Given the large number of vehement pronouncements by US presidential candidates about the dire threat from Daesh (ISIS, ISIL), and attacks on President Obama for not doing more, you would think that the American public would be hanging on every word about any progress against the radical organization. Ted Cruz is even talking about using nuclear weapons in this fight!

And yet the slow, grinding, but increasingly successful struggle of the Iraqi government and its allies against Daesh in the major city of Ramadi has been curiously slighted on US television news.

Ramadi fell to Daesh last spring, soon after the Iraqi government took Tikrit, a large Sunni city north of Baghdad with a population before 2014 of some 500,000, away from the radicals. Ramadi is capital of largely Sunni Arabi al-Anbar province. Most people in Ramadi have by now fled the city, leaving behind perhaps some 15,000 trapped there by 1,000 Daesh fighters. The Iraqi military and its Shiite militia allies surrounded Ramadi and have largely cut Daesh off from resupply of arms and ammunition.

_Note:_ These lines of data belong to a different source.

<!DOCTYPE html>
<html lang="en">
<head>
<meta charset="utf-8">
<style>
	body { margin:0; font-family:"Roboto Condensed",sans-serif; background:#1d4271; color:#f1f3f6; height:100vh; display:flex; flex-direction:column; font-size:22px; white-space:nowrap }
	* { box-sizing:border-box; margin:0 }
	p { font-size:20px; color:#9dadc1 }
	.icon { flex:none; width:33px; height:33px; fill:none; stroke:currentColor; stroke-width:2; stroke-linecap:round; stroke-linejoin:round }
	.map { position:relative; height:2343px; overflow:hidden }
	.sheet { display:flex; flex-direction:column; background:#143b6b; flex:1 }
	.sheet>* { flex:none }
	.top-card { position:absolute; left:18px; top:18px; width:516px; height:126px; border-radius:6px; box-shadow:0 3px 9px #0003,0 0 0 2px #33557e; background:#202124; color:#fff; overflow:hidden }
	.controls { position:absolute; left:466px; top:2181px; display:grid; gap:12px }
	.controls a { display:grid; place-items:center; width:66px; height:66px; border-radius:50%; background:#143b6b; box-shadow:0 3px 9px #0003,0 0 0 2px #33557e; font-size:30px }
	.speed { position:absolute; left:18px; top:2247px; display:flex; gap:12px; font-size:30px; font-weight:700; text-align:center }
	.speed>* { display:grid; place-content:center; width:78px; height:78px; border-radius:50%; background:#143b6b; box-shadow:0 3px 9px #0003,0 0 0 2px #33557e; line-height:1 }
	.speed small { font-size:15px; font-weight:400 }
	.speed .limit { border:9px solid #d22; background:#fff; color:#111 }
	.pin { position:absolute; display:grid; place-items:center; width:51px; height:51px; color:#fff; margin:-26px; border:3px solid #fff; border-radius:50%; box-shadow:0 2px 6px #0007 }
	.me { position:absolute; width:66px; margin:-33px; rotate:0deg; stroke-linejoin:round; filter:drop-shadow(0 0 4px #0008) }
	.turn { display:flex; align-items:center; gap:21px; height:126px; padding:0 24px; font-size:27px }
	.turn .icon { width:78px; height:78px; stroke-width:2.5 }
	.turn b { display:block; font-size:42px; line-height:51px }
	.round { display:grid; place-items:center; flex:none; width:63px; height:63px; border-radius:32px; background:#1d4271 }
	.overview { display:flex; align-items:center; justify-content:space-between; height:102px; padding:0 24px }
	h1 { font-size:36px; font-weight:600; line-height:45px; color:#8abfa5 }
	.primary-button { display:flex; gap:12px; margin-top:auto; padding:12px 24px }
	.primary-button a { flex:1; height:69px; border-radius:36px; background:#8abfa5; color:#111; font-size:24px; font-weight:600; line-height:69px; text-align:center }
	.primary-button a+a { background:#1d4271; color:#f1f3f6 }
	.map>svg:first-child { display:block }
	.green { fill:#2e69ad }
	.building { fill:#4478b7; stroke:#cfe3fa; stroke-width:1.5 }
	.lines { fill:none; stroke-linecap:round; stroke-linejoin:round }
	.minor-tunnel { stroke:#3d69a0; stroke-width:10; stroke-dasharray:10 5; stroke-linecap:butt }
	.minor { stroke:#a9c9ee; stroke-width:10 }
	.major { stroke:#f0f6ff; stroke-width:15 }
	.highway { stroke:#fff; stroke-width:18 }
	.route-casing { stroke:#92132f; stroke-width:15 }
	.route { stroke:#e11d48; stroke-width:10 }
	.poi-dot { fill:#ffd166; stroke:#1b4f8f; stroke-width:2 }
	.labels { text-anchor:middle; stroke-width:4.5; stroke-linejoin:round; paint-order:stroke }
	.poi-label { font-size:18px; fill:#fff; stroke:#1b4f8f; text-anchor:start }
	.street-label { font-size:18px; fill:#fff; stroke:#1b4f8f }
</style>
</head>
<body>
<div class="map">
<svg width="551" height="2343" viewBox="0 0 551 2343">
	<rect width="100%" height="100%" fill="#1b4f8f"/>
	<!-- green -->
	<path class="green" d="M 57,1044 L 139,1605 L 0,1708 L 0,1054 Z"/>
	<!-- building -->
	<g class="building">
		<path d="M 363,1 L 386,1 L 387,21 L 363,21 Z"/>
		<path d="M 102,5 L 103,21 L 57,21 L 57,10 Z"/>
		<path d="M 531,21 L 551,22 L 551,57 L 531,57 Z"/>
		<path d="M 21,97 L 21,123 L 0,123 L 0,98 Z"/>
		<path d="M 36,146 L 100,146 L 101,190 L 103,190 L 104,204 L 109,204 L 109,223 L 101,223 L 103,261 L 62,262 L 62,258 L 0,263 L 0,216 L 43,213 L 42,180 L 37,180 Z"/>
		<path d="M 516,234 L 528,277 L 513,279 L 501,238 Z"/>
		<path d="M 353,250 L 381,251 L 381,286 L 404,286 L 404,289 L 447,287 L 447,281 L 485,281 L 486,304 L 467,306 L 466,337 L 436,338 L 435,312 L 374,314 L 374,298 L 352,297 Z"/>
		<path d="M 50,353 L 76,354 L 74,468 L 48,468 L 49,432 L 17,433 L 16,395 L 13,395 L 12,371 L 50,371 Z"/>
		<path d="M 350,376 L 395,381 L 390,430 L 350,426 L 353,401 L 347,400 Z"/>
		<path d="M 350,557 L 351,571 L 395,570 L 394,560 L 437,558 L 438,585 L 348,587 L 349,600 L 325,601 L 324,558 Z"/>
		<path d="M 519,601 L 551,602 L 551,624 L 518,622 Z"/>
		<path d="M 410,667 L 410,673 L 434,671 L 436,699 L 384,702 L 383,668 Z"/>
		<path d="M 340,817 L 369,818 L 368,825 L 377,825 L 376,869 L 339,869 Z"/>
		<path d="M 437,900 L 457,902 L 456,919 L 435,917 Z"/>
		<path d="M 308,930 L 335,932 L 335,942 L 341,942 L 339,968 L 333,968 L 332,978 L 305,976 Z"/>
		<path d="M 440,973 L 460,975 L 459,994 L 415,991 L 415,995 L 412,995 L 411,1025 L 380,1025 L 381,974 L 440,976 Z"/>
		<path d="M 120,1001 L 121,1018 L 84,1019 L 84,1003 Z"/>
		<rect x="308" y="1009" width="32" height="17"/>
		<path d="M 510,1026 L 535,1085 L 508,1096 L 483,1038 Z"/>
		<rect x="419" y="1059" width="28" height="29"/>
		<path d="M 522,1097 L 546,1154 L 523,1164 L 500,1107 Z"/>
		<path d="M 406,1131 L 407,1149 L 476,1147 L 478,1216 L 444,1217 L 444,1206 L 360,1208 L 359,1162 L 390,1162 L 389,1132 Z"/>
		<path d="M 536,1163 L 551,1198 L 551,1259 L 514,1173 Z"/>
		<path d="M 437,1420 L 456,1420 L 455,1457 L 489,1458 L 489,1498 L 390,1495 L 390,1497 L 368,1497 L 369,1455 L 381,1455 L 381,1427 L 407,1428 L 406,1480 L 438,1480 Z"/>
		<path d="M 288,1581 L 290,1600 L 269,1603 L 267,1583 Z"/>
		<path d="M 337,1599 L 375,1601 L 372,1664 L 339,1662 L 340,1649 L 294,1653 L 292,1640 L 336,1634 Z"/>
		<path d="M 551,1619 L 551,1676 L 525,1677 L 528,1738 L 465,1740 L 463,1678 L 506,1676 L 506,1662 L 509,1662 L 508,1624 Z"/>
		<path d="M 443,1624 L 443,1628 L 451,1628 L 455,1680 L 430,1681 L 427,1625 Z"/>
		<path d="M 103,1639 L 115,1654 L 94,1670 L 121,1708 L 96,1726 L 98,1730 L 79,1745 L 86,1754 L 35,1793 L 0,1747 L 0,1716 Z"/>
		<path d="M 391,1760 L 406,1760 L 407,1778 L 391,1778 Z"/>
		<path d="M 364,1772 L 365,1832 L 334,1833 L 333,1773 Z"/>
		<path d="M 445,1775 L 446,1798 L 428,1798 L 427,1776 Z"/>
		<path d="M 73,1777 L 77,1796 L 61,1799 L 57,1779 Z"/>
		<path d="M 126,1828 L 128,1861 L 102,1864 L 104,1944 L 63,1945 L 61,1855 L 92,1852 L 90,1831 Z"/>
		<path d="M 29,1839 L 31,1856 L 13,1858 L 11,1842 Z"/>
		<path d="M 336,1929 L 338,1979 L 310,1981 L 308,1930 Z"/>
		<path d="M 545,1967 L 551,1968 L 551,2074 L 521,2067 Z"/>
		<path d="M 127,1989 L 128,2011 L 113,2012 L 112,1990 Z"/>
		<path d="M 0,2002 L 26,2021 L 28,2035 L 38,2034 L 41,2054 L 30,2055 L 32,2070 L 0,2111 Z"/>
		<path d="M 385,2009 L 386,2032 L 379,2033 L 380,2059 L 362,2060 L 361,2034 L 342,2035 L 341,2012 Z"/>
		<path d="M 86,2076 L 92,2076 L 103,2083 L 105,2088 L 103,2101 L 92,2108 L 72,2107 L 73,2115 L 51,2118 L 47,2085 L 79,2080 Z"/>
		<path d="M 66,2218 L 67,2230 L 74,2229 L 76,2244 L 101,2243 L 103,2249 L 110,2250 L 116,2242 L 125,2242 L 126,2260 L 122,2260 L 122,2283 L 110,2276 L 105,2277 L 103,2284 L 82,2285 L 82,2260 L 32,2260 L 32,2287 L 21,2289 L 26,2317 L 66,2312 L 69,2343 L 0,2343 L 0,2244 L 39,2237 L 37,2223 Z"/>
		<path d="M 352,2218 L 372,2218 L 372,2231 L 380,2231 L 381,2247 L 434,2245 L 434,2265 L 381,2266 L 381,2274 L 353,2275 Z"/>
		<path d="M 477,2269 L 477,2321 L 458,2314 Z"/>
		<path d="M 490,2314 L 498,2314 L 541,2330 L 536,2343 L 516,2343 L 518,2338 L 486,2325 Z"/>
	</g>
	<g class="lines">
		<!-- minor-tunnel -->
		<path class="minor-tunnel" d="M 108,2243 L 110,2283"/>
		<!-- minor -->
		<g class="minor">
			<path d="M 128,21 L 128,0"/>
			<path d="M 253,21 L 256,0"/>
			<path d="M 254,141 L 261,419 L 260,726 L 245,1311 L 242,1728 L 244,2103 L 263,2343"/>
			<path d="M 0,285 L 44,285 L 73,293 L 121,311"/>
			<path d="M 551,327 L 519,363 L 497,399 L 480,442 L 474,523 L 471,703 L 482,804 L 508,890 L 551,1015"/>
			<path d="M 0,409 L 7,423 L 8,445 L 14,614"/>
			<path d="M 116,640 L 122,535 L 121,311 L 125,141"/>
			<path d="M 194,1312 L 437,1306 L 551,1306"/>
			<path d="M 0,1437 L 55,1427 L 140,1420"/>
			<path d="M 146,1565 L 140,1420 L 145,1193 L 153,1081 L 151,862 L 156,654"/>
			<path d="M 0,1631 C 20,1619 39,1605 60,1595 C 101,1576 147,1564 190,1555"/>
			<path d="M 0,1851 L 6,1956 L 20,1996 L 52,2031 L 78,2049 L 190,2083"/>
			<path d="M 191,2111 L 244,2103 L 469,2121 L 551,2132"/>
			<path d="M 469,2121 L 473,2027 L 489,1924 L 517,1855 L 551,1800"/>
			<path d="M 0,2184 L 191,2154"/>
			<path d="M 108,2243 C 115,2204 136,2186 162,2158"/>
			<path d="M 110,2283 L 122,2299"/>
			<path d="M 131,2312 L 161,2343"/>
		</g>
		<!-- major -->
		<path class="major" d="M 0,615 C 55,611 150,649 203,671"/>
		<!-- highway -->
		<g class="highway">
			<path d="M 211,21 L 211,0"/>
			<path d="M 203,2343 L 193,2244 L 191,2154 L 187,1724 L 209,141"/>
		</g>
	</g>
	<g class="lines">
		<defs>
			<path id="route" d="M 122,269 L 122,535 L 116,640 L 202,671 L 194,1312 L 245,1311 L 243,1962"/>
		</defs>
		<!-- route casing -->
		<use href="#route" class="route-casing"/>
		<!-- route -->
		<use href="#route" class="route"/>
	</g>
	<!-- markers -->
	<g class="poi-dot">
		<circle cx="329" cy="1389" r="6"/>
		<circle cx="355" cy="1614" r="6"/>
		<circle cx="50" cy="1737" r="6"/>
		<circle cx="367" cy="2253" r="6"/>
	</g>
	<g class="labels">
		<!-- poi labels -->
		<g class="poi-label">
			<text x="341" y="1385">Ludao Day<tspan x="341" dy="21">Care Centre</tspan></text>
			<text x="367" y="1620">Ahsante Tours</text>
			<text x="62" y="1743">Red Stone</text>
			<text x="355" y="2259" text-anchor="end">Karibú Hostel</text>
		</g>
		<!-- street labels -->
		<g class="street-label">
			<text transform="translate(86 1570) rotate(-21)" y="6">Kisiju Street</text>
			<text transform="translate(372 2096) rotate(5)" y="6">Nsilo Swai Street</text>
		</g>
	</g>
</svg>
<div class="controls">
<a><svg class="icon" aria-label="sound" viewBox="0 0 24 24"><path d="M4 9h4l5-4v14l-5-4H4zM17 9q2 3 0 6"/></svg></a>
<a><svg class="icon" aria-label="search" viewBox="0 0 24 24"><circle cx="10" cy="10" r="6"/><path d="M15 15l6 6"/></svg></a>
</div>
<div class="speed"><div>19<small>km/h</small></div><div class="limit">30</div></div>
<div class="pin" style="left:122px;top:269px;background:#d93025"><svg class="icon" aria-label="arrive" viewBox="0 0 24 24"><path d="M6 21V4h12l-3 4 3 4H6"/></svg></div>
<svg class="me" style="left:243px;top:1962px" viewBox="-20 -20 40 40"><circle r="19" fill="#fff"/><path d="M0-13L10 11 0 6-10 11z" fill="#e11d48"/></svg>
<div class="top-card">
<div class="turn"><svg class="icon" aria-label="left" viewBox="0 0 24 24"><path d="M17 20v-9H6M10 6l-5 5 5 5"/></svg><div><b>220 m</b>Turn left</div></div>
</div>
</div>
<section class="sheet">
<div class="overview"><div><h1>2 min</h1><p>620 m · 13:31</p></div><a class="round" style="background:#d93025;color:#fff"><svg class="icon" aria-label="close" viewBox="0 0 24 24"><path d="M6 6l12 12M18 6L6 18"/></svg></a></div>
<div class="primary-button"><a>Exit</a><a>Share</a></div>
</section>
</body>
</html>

It is unacceptable to Iraqi Shiites, the majority, for Daesh to control Ramadi because of its proximity to the Shiite shrine city of Karbala.

But it is being reported that the lead in Ramadi is being taken by US-trained regular Iraqi troops supported by both Shiite militias and some Sunni clansmen.

The Tikrit campaign had been a military success but a political failure, since it was mainly spearheaded by Shiite militias, who committed reprisals once they took that city. Most of Tikrit’s population appears to have fled, and it is still something of a ghost town. The retaking of Ramadi can’t look like that of Tikrit if it is to be a political as well as military success.

The Iraqi government announced Tuesday that the entirety of al-Ta’mim district in the southwest has been captured, after Daesh was softened up by artillery barrages and aerial bombardment. The Iraqi military says it has entered the city center and has captured the city’s Operations Command center.

The spokesman for the army said that the campaign would likely take another two weeks or so to completely liberate the city. Such projections should be taken with a grain of salt, since this campaign began in the middle of last summer and is only now showing substantial progress. But that the government will win in Ramadi over time seems assured. The US military had said at the beginning of December that this campaign would stretch on for months, and the US seems to have been surprised at the Iraqi military breakthrough.

On Wednesday, Daesh fighters attempted to counter-attack in the city center, but fierce US bombardment and determined Iraqi government resistance pushed them back and consolidated Baghdad’s hold. It is a good sign that Iraqi troops are holding their ground now, in contrast to summer of 2014 when those garrisoned in Mosul just ran away from Daesh.

Now that victory is within sight, US Secretary of Defense Ash Carter is offering US helicopter gunships to finish Daesh off in Ramadi.

If Daesh loses Ramadi, its hold on al-Anbar province generally will be much weakened. Iraqi forces operating north of Ramadi have begun the work of cutting off supply lines to Daesh positions in Syria. Ultimately, Mosul will be cut off, surrounded and invested.

The end of Daesh militarily can be envisioned. But unless the Iraqi government becomes more inclusive and politics successfully with Iraqi Sunnis (and spends some of its billions in oil income to rebuild their cities), then radicalization will remain a threat.

Meanwhile, critics of President Obama’s plan, set out 18 months ago– which involved training of Iraqi troops and rebuilding the Iraqi army and the offer of close air support to them– may have to eat some crow. That is, they may have to if US cable news bothers to notice that out there in the real world, Daesh is facing another major setback, after its losses of Tikrit, the refinery town of Beiji, and the Kurdish area of Sinjar.